As I mentioned, my personal choice is the AquaMira drops. Although it requires me to mix two chemicals, I can repackage them into lighter containers and ultimately it is faster and lighter than other options. It also only requires 30 minutes of treatment versus 4 hours as required by other chemical treatments. If I'm overly concerned about the quality of the water, I have been known to bring the AquaMira Frontier Pro in addition to the AquaMira drops. As a lightweight prefilter to get out any particles, I use a very small and inexpensive nylon bag which I purchased at Walmart. The bag is commonly used for wedding knickknacks placed on tables and is one of my secret pieces of lightweight gear. My lightweight option accomplishes the same goal as all the others, it just happens to be lighter. (Please note: Persons who choose to repackage chemical water treatment should measure the “drops” of their new container to ensure the same dosage requirements as identified by the manufacturer are being met).

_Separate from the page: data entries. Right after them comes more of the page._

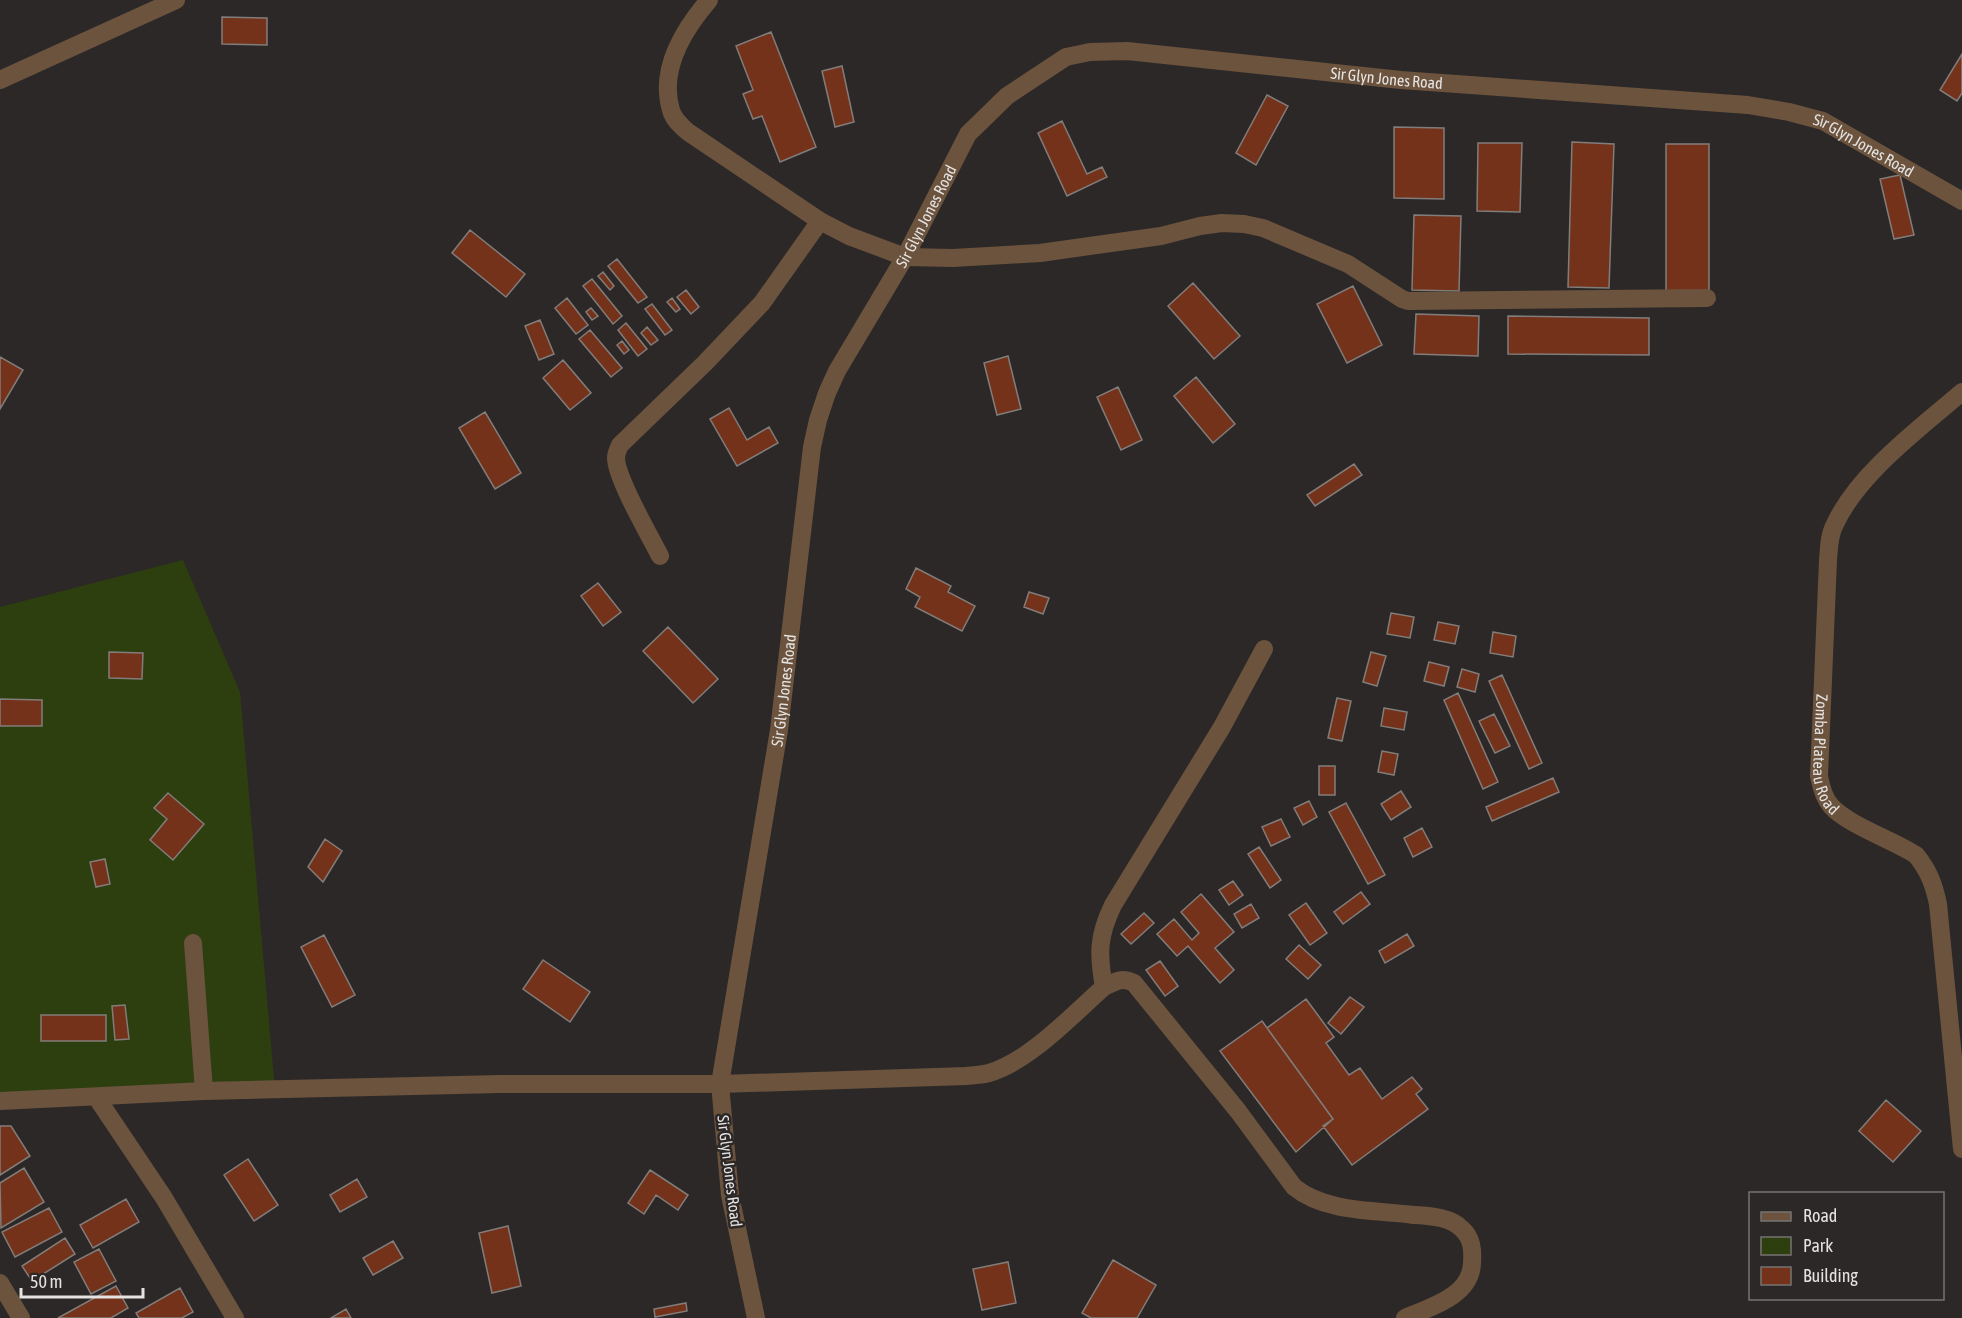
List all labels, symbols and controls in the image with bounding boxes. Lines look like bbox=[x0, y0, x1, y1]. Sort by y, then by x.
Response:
street label: Sir Glyn Jones Road bbox=[1330, 64, 1443, 92]
street label: Sir Glyn Jones Road bbox=[1812, 110, 1917, 180]
street label: Sir Glyn Jones Road bbox=[892, 162, 960, 270]
street label: Sir Glyn Jones Road bbox=[767, 633, 799, 748]
street label: Zomba Plateau Road bbox=[1810, 694, 1843, 818]
street label: Sir Glyn Jones Road bbox=[713, 1114, 746, 1228]
legend bbox=[1749, 1192, 1944, 1300]
text: Road bbox=[1803, 1205, 1837, 1226]
text: Park bbox=[1803, 1235, 1833, 1256]
scale bar bbox=[21, 1261, 142, 1299]
text: Building bbox=[1803, 1265, 1858, 1286]
text: 50 m bbox=[30, 1271, 62, 1292]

Backpackers should always treat their water as it is simply not worth the risk to roll the dice. Protozoa are 4-15 microns and are often removed by filters...but chemicals have a difficult time breaking them down. Bacteria is actually smaller than protozoa and are therefore harder to stop. Viruses are smaller than both protozoa and bacteria and can contain anything from hepatitis A and B to even polio. Fortunately, it is rare to find these things within waters within the United States. My goal is to look for clean and moving water free of foam, debris, discoloration, and silt (which often clings to bacteria). Obtaining it as close to the source as possible (upstream) ensures less things have the opportunity to taint it.

Short of finding dehydrated water (wink-wink), you can’t get away from lugging it around. You can, however, make smart choices to make your water-system lighter. I’ve also found that many people carry entirely too much water. On the Appalachian Trail where I put in a lot of time, water sources are fairly available (although the peak summer months do take away a few options). I’ve found 1-4 liters to be enough for me in most cases, although how much water to carry is a personal decision and should be based on medical concerns and environment.